What stuck to me most is the many people you meet who are somehow influenced by the restrictive border regime of the EU. In many cases we listened to life stories that are hard to comprehend, if you have been growing up in Germany. You listen and try to comprehend the story the person is telling you that let him or her leave his/her home. You feel devastated and powerless… and then you take your German passport and leave. Leaving the person behind, because he or she has not been lucky enough to be born on German soil.

ALM: What would you like to say to people who are against accommodation of refugees/ What did you learn for your personal life, since you have been doing this work/ What do you think should change, in order to live in a better place?

  • CR: Stay informed and consult sources that are trustworthy.
  • Realize that much that we do – living and consuming in the Global North – has an influence on people’s life in other countries.
  • Listened to the people most affected by the deadly border and migration policy, and realize we are all just human beings with flaws and positive attributes.

ALM: Where can my followers find your documentary “Beyond Borders”?

CR: We are still working on it and are currently still in pre-production phase. You can see the trailer from the research trip here:

ALM: If you had 3 wishes free, what would that be?

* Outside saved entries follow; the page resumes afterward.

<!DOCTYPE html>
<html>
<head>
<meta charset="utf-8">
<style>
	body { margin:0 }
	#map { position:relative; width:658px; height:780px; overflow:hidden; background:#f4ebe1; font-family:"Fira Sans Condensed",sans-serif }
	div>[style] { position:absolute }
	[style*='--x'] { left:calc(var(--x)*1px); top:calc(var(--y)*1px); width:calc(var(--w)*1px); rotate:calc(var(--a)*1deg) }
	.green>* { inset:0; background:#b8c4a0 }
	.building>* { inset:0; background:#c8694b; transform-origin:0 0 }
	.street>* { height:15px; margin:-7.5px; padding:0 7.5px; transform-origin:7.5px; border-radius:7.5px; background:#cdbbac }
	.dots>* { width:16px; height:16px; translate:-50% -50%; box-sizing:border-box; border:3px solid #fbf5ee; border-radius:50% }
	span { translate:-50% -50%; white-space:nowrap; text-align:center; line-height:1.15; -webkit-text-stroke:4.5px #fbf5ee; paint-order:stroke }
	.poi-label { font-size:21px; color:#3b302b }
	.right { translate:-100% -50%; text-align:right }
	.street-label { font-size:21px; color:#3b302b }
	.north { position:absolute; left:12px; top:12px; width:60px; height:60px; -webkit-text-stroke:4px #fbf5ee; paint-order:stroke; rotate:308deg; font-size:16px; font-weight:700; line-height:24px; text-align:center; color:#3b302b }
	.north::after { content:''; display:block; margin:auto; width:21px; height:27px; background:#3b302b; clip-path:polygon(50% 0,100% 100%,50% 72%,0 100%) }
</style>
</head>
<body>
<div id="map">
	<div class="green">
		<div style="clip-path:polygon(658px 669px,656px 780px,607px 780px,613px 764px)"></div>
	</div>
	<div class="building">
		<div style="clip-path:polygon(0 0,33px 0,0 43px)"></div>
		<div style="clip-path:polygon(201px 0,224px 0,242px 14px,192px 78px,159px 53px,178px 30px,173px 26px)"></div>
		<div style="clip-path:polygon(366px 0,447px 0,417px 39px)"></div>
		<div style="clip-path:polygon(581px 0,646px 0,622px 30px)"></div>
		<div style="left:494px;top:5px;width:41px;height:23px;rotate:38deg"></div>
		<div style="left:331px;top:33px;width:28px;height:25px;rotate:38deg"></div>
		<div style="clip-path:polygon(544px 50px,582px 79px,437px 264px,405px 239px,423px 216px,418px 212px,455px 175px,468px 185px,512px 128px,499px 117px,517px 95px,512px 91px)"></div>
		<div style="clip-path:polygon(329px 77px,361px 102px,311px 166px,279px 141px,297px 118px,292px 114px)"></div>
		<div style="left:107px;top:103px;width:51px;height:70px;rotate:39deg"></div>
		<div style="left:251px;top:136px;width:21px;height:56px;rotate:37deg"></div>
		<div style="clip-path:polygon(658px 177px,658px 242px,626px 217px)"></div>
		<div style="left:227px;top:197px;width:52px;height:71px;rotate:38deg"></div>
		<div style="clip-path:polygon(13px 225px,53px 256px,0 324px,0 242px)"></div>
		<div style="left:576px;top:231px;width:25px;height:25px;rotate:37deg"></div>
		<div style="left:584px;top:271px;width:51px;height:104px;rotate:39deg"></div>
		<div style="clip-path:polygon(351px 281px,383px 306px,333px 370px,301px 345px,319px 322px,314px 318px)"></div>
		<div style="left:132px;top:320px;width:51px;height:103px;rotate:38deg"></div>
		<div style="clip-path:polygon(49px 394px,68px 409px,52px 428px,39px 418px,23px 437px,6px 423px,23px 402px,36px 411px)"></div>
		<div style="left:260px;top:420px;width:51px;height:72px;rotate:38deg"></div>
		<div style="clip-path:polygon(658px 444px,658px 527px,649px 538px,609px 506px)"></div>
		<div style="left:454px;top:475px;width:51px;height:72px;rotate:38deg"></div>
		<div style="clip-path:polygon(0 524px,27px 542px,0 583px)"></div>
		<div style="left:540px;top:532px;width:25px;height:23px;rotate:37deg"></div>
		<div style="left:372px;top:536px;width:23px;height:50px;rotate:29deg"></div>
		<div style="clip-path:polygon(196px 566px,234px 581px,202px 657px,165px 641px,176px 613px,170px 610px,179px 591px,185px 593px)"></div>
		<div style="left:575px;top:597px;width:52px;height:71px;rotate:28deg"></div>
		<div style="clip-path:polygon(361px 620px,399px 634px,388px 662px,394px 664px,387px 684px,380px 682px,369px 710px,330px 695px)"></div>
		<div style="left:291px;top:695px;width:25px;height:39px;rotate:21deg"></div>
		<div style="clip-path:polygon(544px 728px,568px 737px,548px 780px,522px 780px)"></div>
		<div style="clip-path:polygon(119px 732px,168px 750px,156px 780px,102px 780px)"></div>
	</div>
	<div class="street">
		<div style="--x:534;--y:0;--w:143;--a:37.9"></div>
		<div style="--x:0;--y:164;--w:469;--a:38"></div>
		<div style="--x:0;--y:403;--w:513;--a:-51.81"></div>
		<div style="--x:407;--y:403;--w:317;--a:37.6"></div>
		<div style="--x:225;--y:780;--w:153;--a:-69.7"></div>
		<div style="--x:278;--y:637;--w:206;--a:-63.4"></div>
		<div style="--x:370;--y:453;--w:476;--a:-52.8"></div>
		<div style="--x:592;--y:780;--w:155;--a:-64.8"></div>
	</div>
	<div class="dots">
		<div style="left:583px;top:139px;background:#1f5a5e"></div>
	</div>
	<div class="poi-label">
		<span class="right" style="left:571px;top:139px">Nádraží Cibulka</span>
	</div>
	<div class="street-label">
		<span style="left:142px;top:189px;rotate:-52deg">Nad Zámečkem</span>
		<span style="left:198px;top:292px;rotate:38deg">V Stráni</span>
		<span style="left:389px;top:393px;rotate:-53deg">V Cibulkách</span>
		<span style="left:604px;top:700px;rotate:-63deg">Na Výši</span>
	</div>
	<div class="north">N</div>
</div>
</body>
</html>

  • CR: A world, where everyone has the chance to live in peace
  • A world, where everyone has the chance to have perspective in life
  • A world, in which everyone realizes that we are all equals
1The border security market, valued at more than 16 billion euros in 2017 and estimated to grow 8 percent annually in coming years.

Dear Corinna,

thank you so much for giving me such an informative interview. You are doing an incredible work and it was a pleasure for me. Thank your for accepting my interview request. You are paving the way for a better understanding of the current refugee crisis. Thanks and all the best.